It's one of those things you occasionally come across in the papers. A group of teenaged girls fresh from some kampong are put in a hostel. Often they're students in a religious school; sometimes they're assembly line workers in an electronics factory. But the reports are predictably similar: for no apparent reason the girls break out in hysteria, screaming and yelling and kicking out at anyone who tries to calm them. The attacks usually last an hour or so; then comes a bout of uncontrollable weeping, followed by sheer exhaustion. In most cases a bomoh has to be called in.
Ask the kampong folk or the bomohs what causes these outbreaks of spontaneous hysteria and they'll tell you solemnly that the girls were temporarily possessed by a local datuk - which, in this instance, refers to a regional spirit inhabiting an ancient tree*. The standard prescription for cases of spontaneous hysteria is a ritual cleansing of the place and, perhaps, appeasement of the restless datuk. Usually, this seems to do the trick. The victims return to normal and life goes merrily on. At least until the next attack.
Psychologists, of course, have tried to explain the phenomenon in Freudian terms with libido theory and whatnot. Since the syndrome apparently affects only post-pubescent girls living or working in somewhat regimented conditions, there may be a basis for this 'repressed sexuality' argument. There are famous case studies of young ladies in French convents who experienced similar attacks, requiring the urgent services of priest-exorcists. Demonic possession may sound a bit mediaeval to most of us - but not very long ago we had reports of mass hysteria among teenage girls in the U.S. Only the media dubbed it Beatlemania. It's pretty obvious, though, that hysteria has something to do with ovulation (in Greek hustera means 'womb').
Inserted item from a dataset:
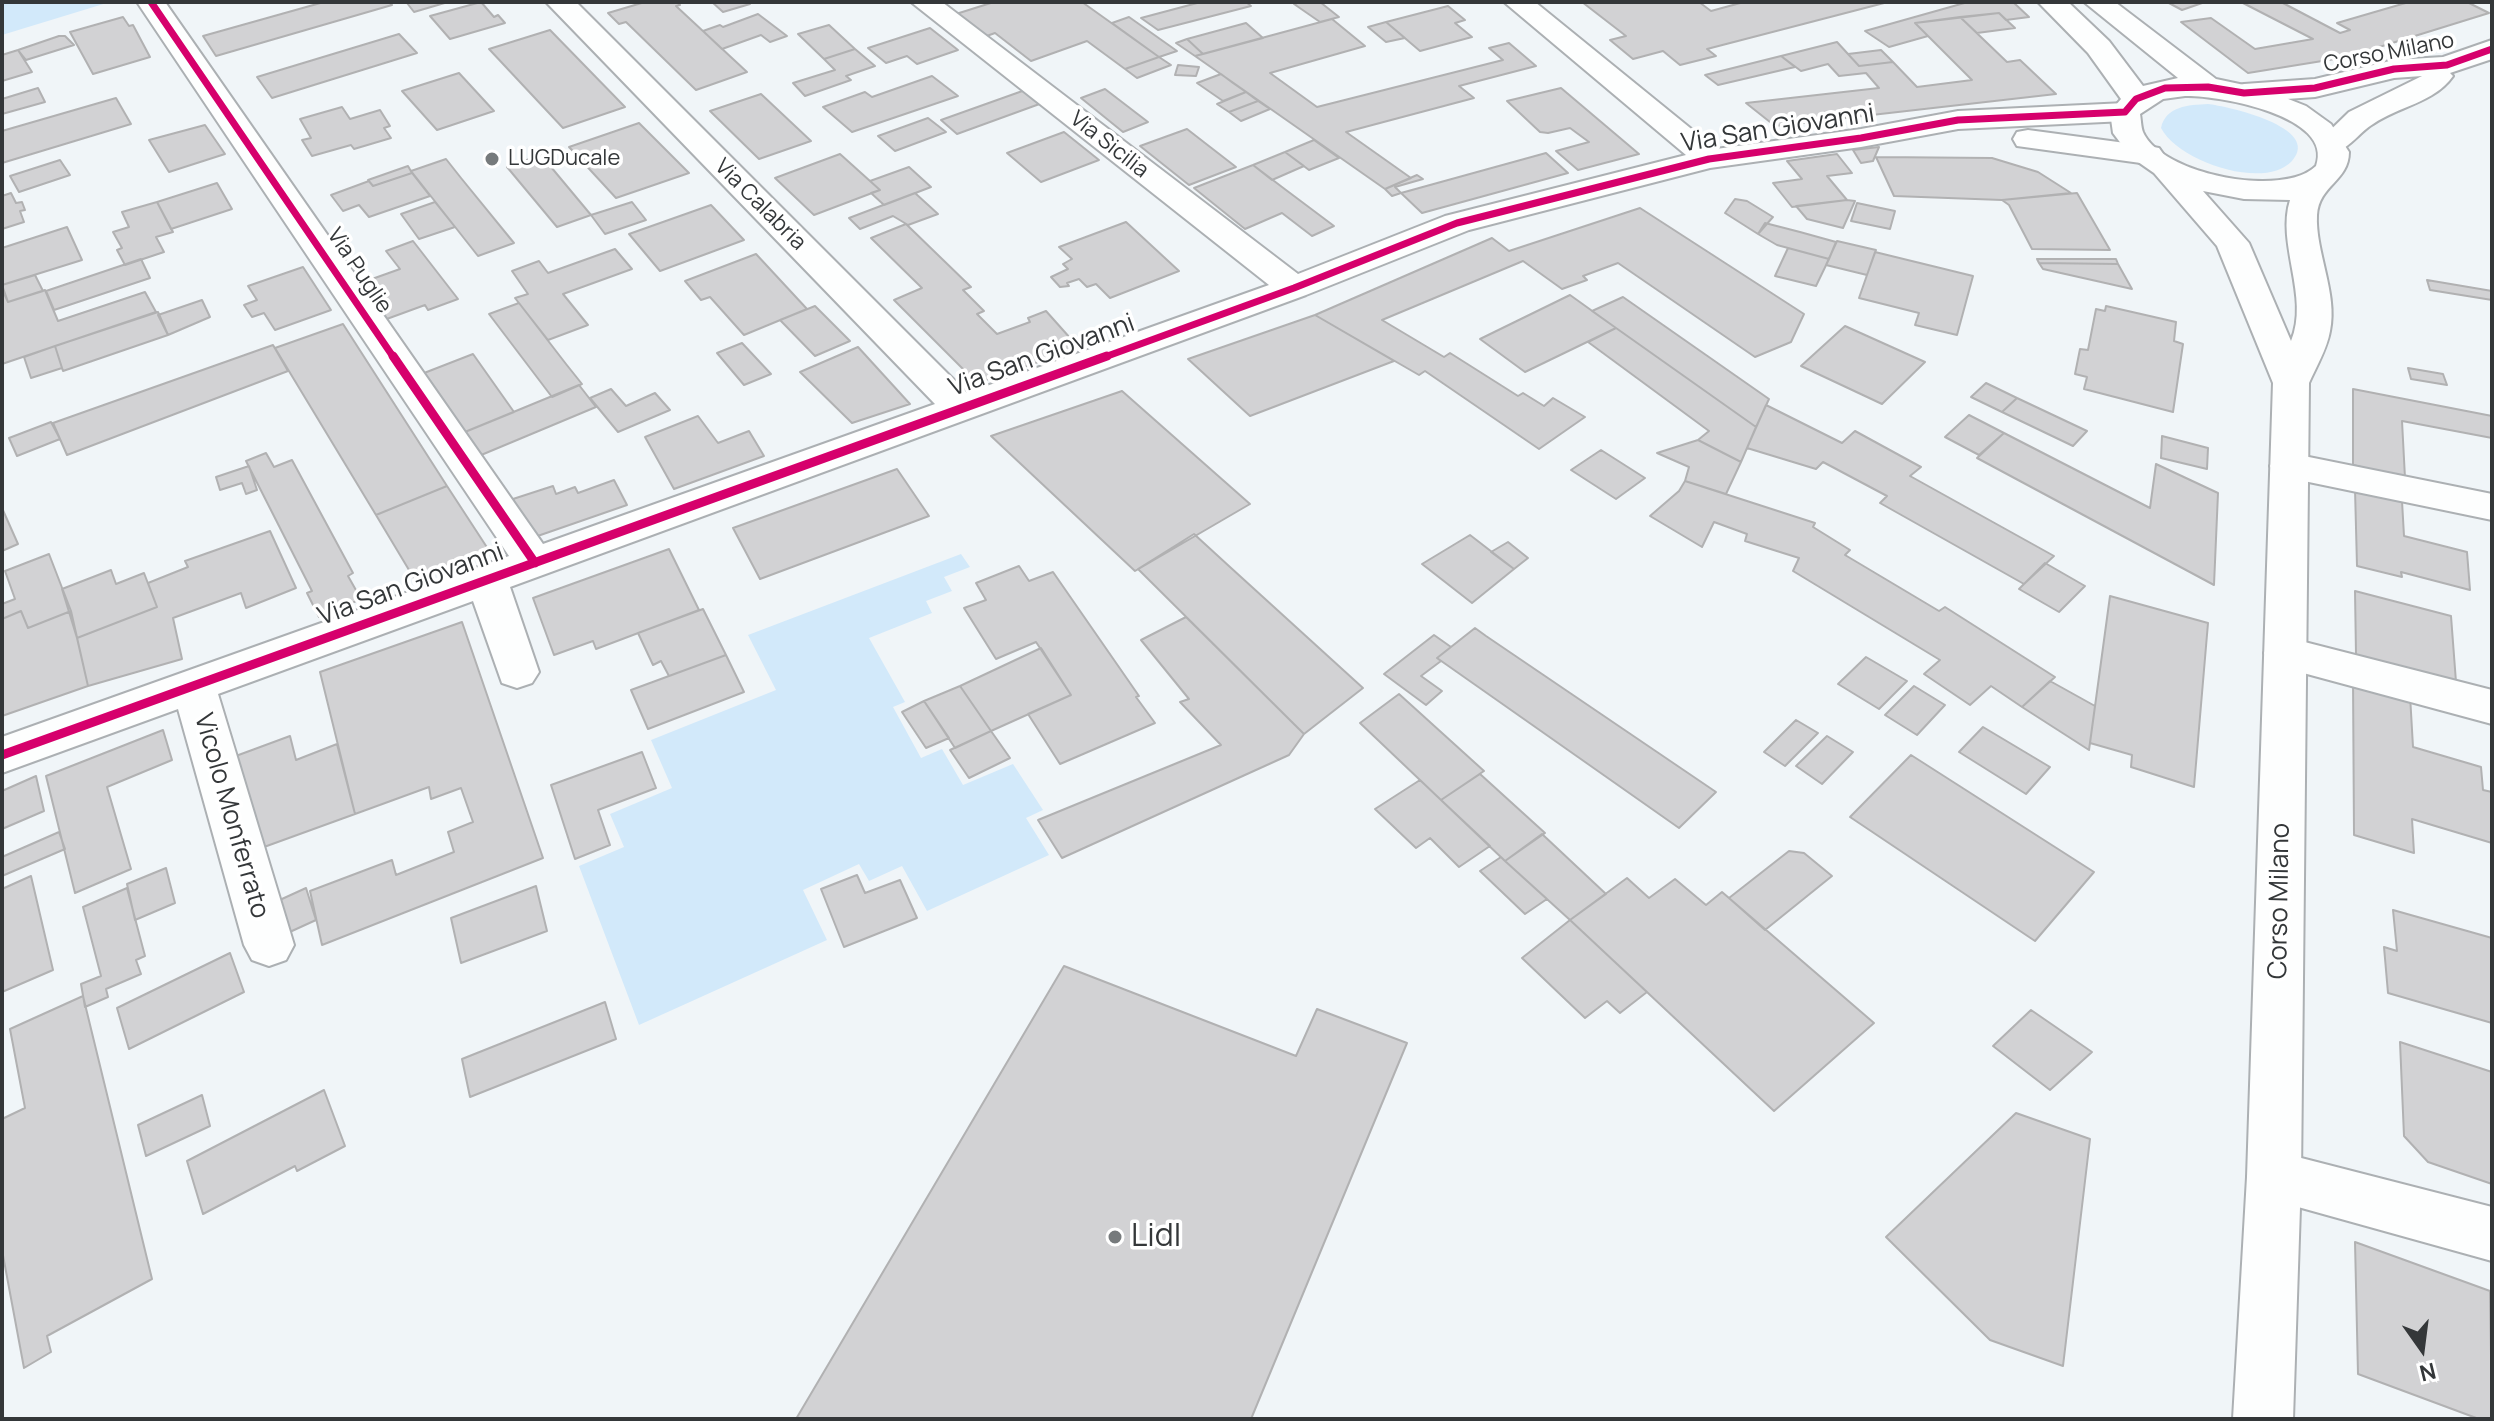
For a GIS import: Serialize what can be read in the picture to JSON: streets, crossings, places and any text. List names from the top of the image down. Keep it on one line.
{"streets":{"street":["Corso Milano","Via San Giovanni","Via Sicilia","Via Calabria","Via Puglie","Vicolo Monferrato"]},"crossings":[["Corso Milano","Via San Giovanni"],["Via San Giovanni","Via Sicilia"],["Via San Giovanni","Via Calabria"],["Via San Giovanni","Via Puglie"],["Via San Giovanni","Vicolo Monferrato"]],"places":["LUGDucale","Lidl"],"north":"bottom"}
Does hysteria occur among men? Yes, but it manifests differently with different social groups. At the bottom rung of male 'hysteria' is the amok tendency. The English once believed only Malays knew how to run amok. Not anymore. British soccer fans have put an end to that myth; and so have well-known cases of American males going berserk with high-powered rifles. And then there are the quiet, methodical berserkers who chop their wives into little pieces and make curries out of them. Others display symptoms of disciplined 'hysteria' by losing astronomical amounts at the races or in the stockmarket; or by ruining entire countries with bad government. With males the trouble seems to stem not from eggs but from ego.
What corollary can we draw from the Hysterical Hostellite's affliction? When dealing with difficult datuks you have to exorcise if you can't appease.
kampong - village
bomoh - traditional healer, witch-doctor
datuk - also written as dato': literally, 'grandfather'; the tutelary spirit of a particular keramat or sacred spot. Not to be confused with the more common, secular species of datuk whose influence on human affairs is more fiscal than metaphysical. 'Datukship' in this latter context is merely an honorific title bestowed on a select number of enterprising individuals.
*At the foot of most old trees you're likely to find a shrine. This marks the spot as 'keramat' - a power point - and usually denotes the private residence of a datuk. Be courteous and watch your thoughts when taking shelter under such a tree. Interestingly, the idea of old trees as repositories of spirits is encountered in all cultures, despite the efforts of orthodox ideologists to dismiss it as pagan superstition.